Software engineering has many ancient debates. OOP vs FP, dynamic types vs static types, printf debugging vs visual debuggers... I personally always found the last one very intriguing, because it feels like we shouldn't have to choose at all. Why isn't there a best-of-both-worlds solution that allows us to get the level of convenience and integration printf does, with the level of inspectability we get from the visual debuggers?
The answer is probably around (1) it exists, but people don't use it, (2) language tooling is
hard, so we don't have a good version of it yet, and (3) we haven't figured out the exact
user experience for it yet. Well, this article introduces one such approach, which I call
trace debugging
, that allows for constructing custom stack traces of only the functions the user
cares about, and a post-hoc visual interface for playing with it.
Trace debugging
The title is carefully worded as printf debuggers
, instead of printf debugging
, because
I think trace debugging
is exactly a printf debugger
, it's a debugger made out of printfs.
In trace debugging, we mark functions to be traced. When a function is traced, two things happen.
- It gets added to a global map tracking function calls.
- The function itself gets instrumented to (1) increment the corresponding counter when it's called, (2) decrement the counter when it finishes execution, (3) two print statements get injected before and after the function call.
Let's consider a simple addition function in Rust.
#[trace]
fn add(left: u64, right: u64) -> u64 {
left + right
}
Calling this function with 3
and 5
now prints:
> [add] (left: 3) (right: 5)
< [add] 8
Most of this is pretty easy and expected, with the small addition of >
and <
at the beginning. >
marks the entry point of a function,
and <
marks the result. The usefulness of the approach comes when recursion is involved.
Consider the following fib
function.
#[trace]
pub fn fib(n: i64) -> i64 {
if n <= 1 {
n
} else {
fib(n - 1) + fib(n - 2)
}
}
The resulting trace for fib
is as follows;
> [fib] (n: 4)
> > [fib] (n: 3)
> > > [fib] (n: 2)
> > > > [fib] (n: 1)
< < < < [fib] 1
> > > > [fib] (n: 0)
< < < < [fib] 0
< < < [fib] 1
> > > [fib] (n: 1)
< < < [fib] 1
< < [fib] 2
> > [fib] (n: 2)
> > > [fib] (n: 1)
< < < [fib] 1
> > > [fib] (n: 0)
< < < [fib] 0
< < [fib] 1
< [fib] 3
Now, we can track the function calls easily through the nesting at each level, which we couldn't have done with naive printf debugging.
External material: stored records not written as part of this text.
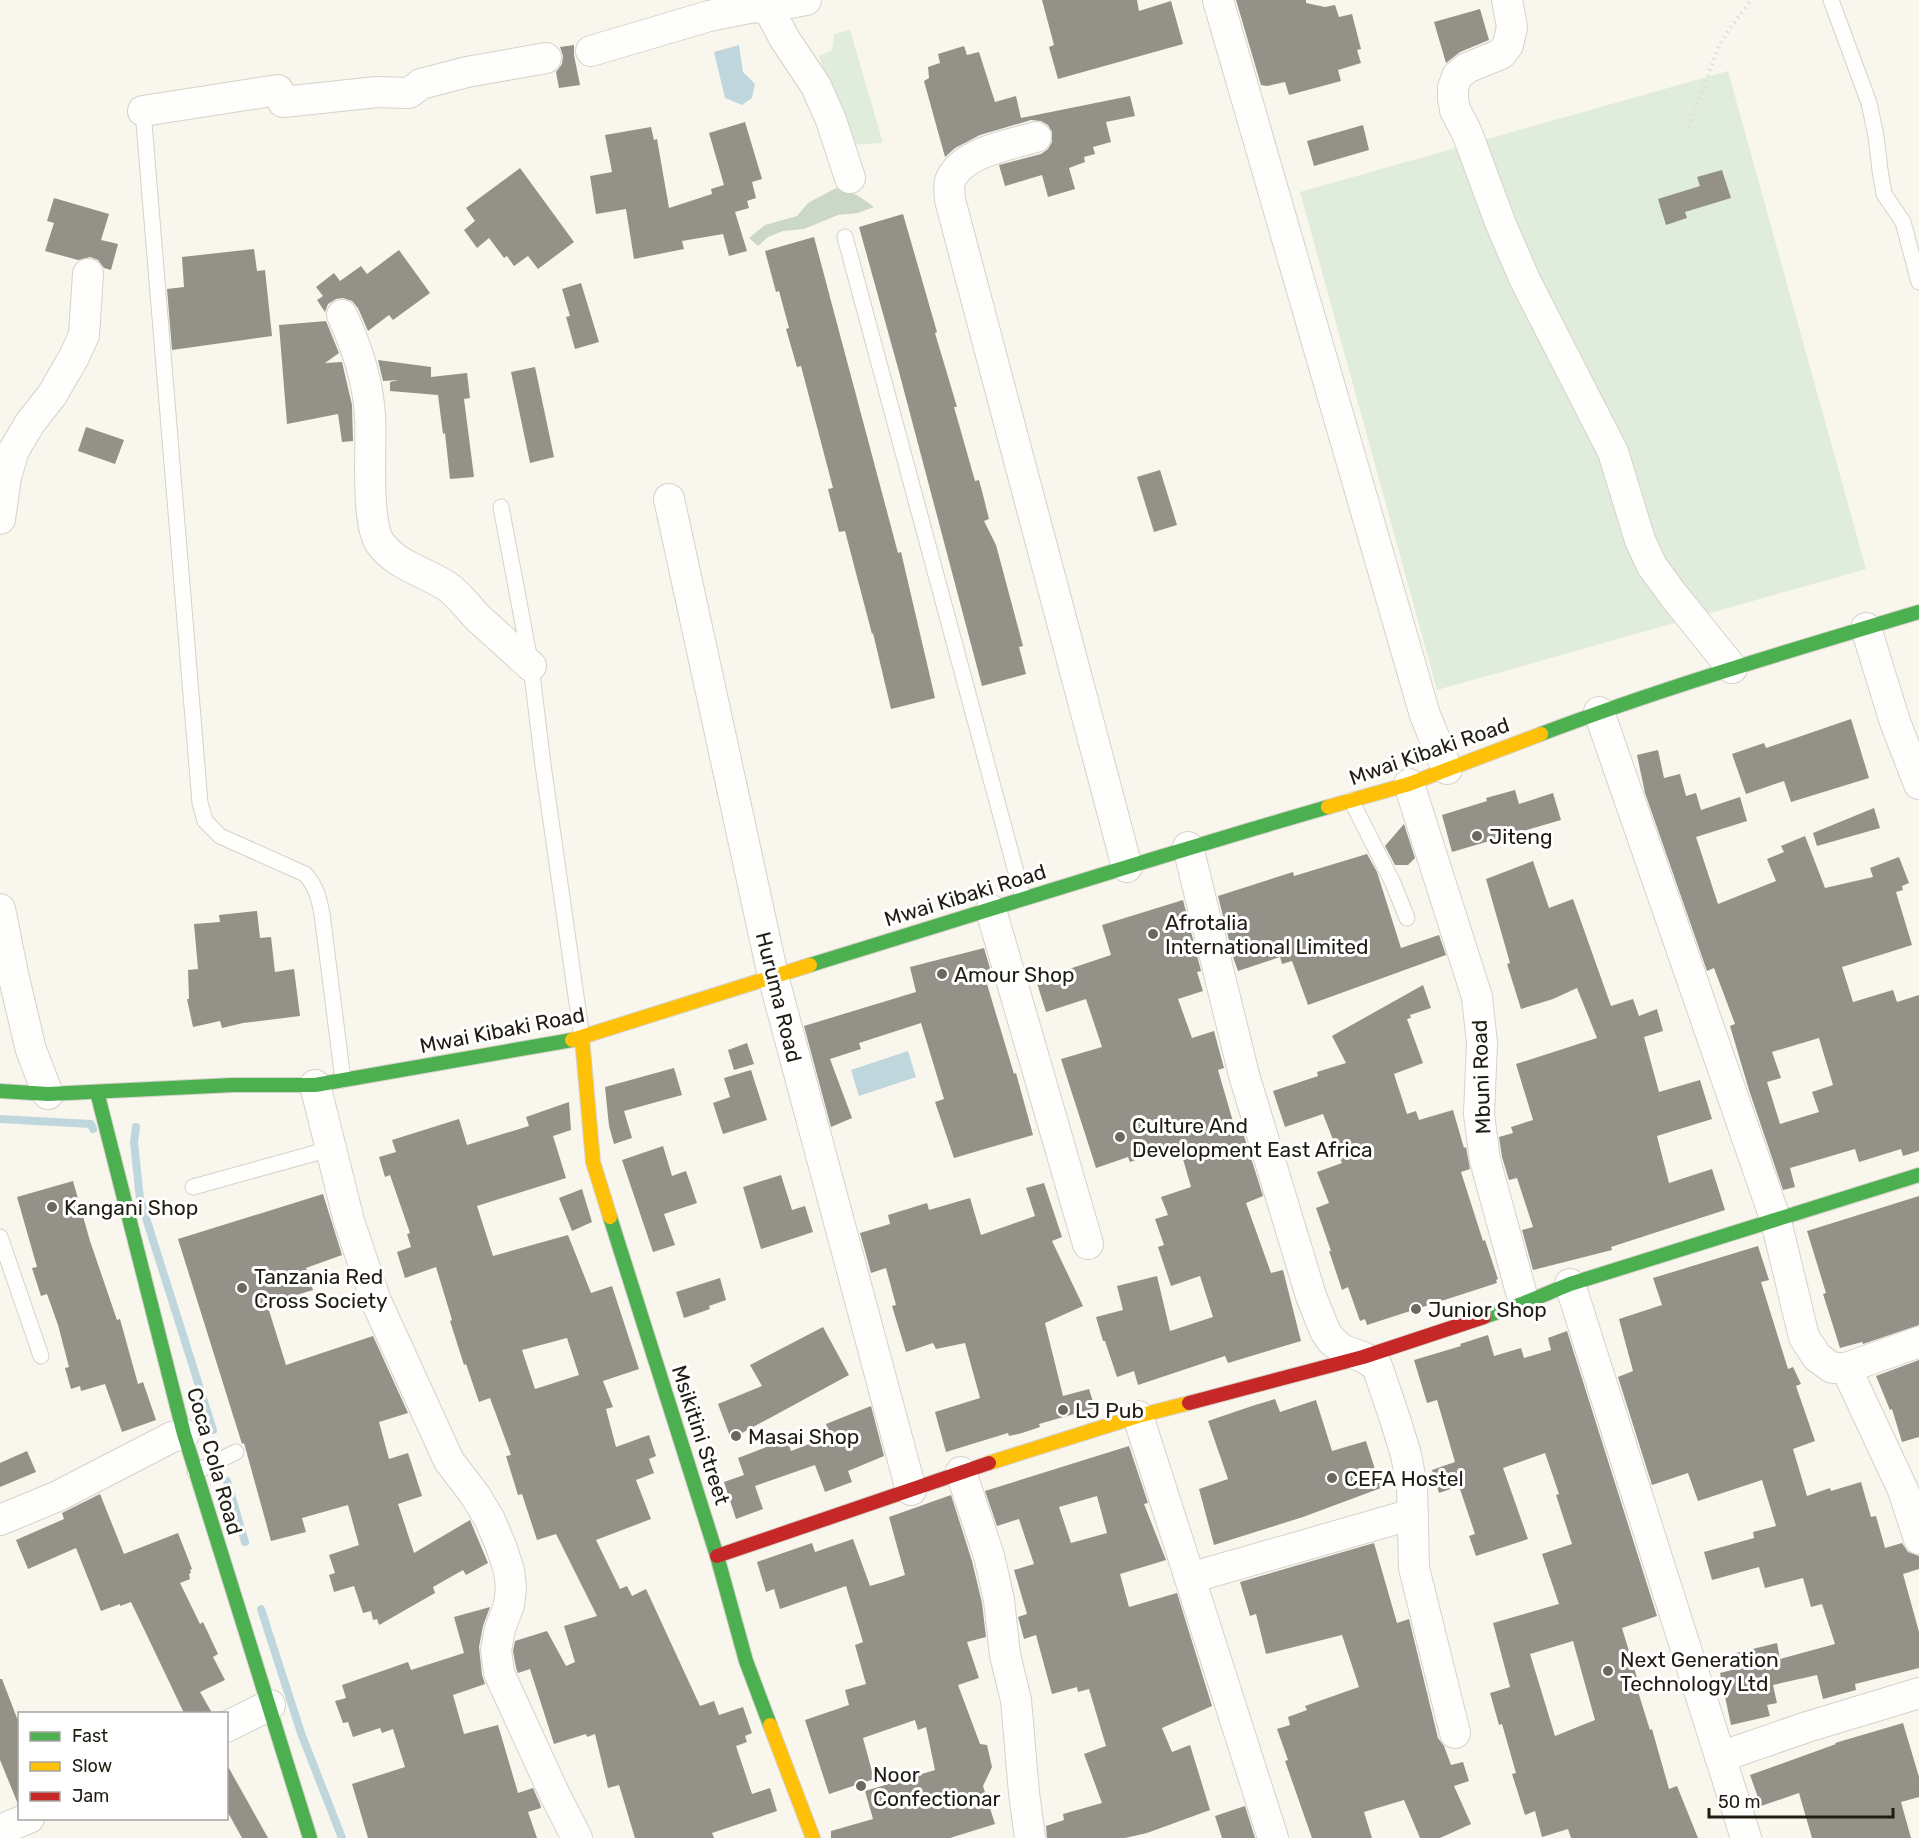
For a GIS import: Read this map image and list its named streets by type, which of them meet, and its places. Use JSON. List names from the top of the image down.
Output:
{
  "streets": {
    "main road": ["Mwai Kibaki Road", "Msikitini Street", "Coca Cola Road"],
    "street": ["Huruma Road", "Mbuni Road"]
  },
  "crossings": [
    ["Mwai Kibaki Road", "Huruma Road"],
    ["Mwai Kibaki Road", "Mbuni Road"],
    ["Mwai Kibaki Road", "Msikitini Street"],
    ["Mwai Kibaki Road", "Coca Cola Road"]
  ],
  "places": [
    "Jiteng",
    "Afrotalia International Limited",
    "Amour Shop",
    "Culture And Development East Africa",
    "Kangani Shop",
    "Tanzania Red Cross Society",
    "Junior Shop",
    "LJ Pub",
    "Masai Shop",
    "CEFA Hostel",
    "Next Generation Technology Ltd",
    "Noor Confectionar"
  ],
  "legend": ["Fast", "Slow", "Jam"],
  "scale_bar": "50 m"
}
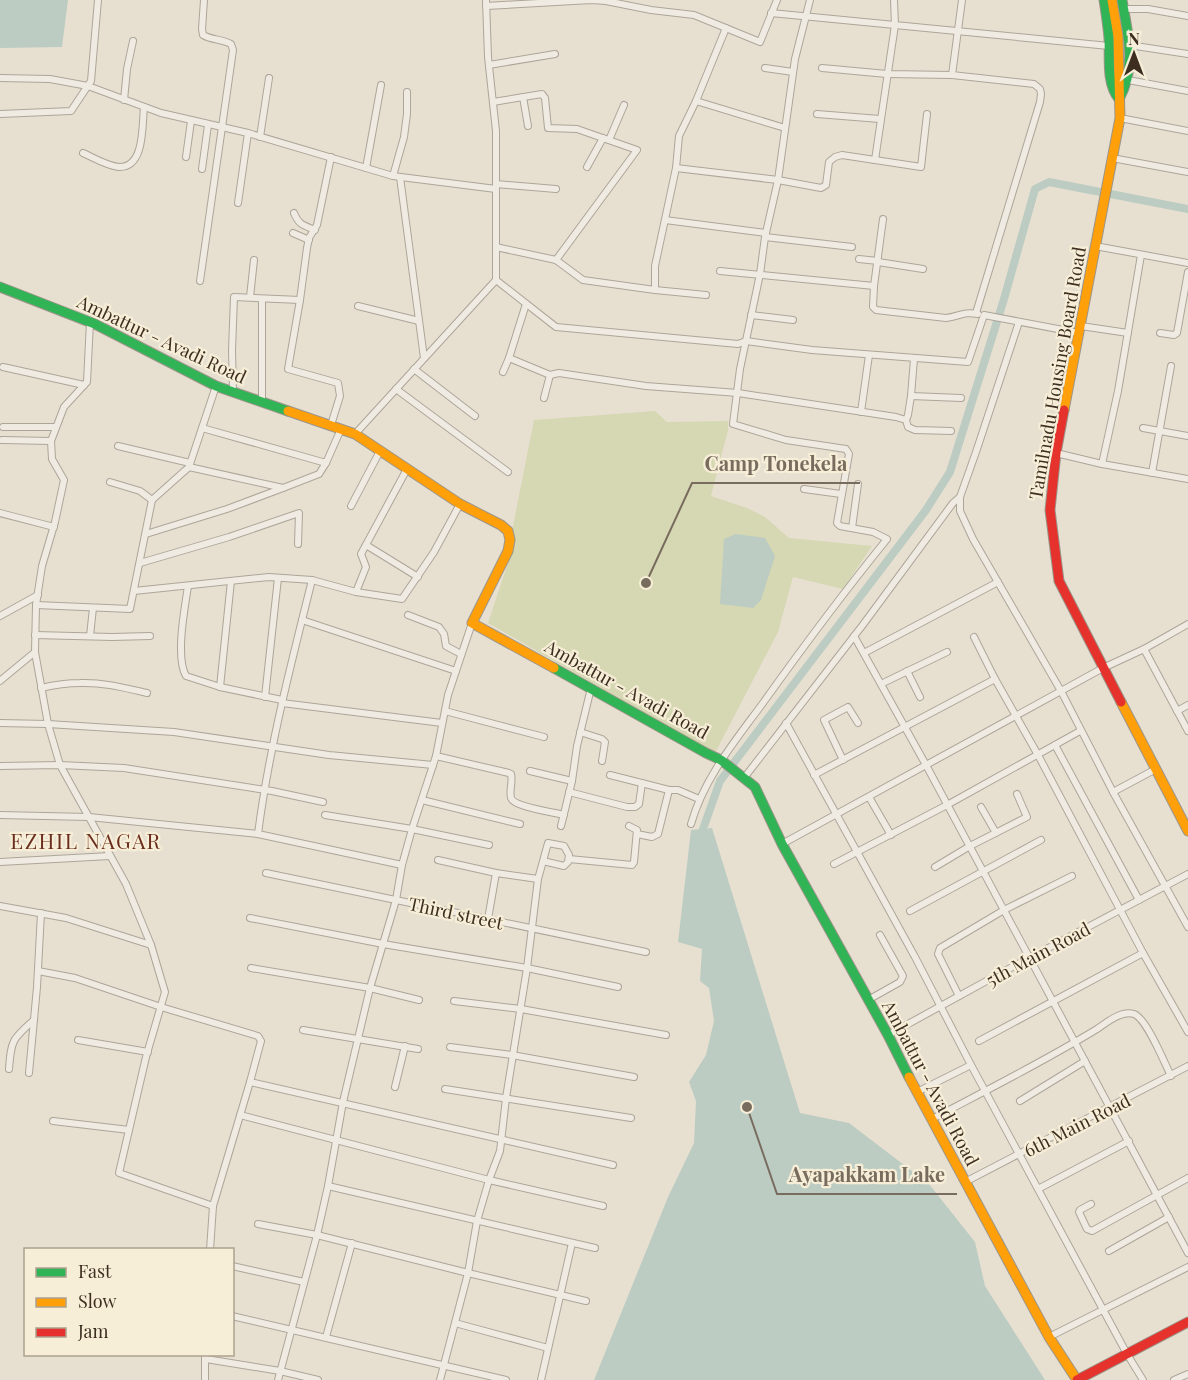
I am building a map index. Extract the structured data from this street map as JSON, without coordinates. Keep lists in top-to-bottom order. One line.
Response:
{"streets":{"street":["Ambattur - Avadi Road","Tamilnadu Housing Board Road","Third street","5th Main Road","6th Main Road"]},"crossings":[["Ambattur - Avadi Road","5th Main Road"],["Ambattur - Avadi Road","6th Main Road"]],"districts":["EZHIL NAGAR"],"places":["Camp Tonekela","Ayapakkam Lake"],"legend":["Fast","Slow","Jam"],"north":"top"}
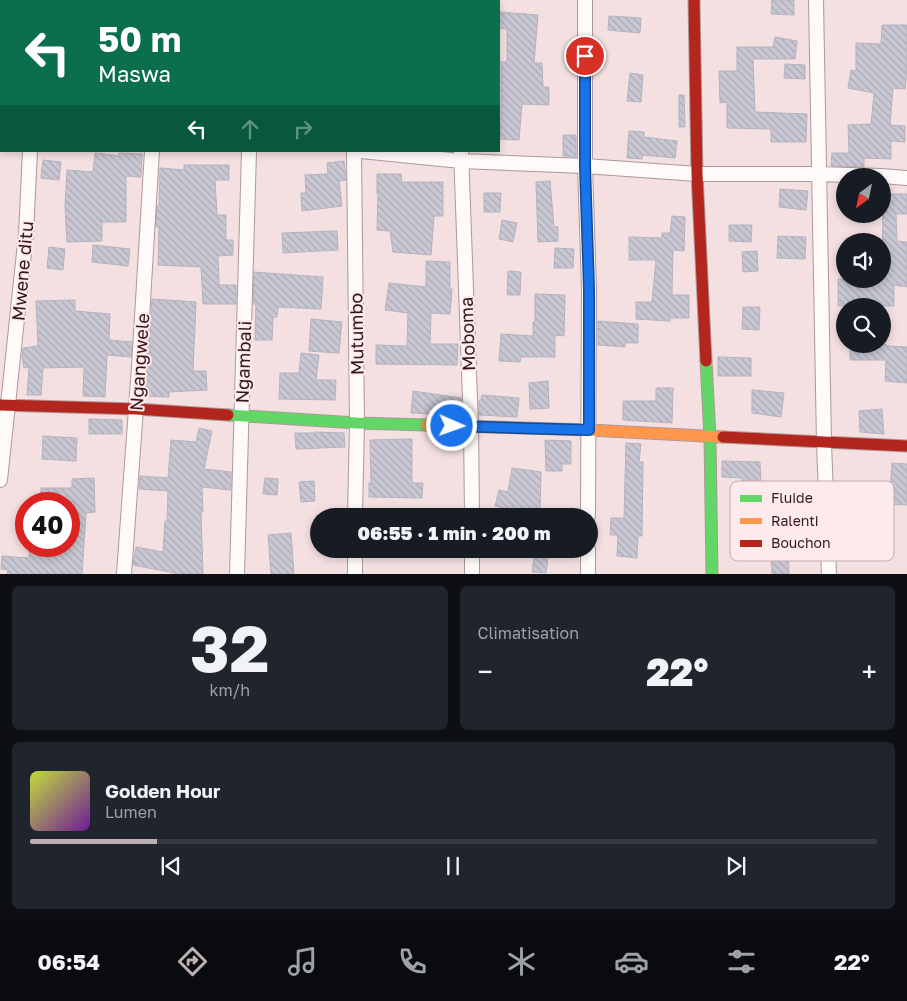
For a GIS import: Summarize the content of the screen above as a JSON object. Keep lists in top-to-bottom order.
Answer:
{
  "streets": {
    "street": [
      "Mwene ditu",
      "Mutumbo",
      "Moboma",
      "Ngangwele",
      "Ngambali"
    ]
  },
  "legend": ["Fluide", "Ralenti", "Bouchon"],
  "north": "bottom left",
  "page": {
    "turn": ["50 m", "Maswa"],
    "limit": "40",
    "trip": "06:55 · 1 min · 200 m",
    "tile": [
      ["32", "km/h"],
      "Climatisation"
    ],
    "heat": ["−", "22°", "+"],
    "song": ["Golden Hour", "Lumen"],
    "tabs": ["06:54", "22°"]
  }
}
When you consider mutual recursion through a series of nested function calls, the approach becomes even more useful.
> [even] (n: 5)
> [odd] (n: 4)
> > [even] (n: 3)
> > [odd] (n: 2)
> > > [even] (n: 1)
> > > [odd] (n: 0)
< < < [odd] false
< < < [even] false
< < [odd] false
< < [even] false
< [odd] false
< [even] false
Of course, as programs get longer, the inspection of these traces will get too long to read. That's where the visual debugger aspect comes from. So far, all we've done is to create a nice printing macro that tracks call depth and prints it in a standardized format.
Good thing for us is that, those things enable many applications on top of them. Because we have the inputs to each function call, we can jump to any pure function call that doesn't access any globals and execute it. We have essentially created small snapshots of the program for the subset we're interested in. Well, unfortunately I haven't implemented such advanced debugging capabilities yet; but I have a proof of concept.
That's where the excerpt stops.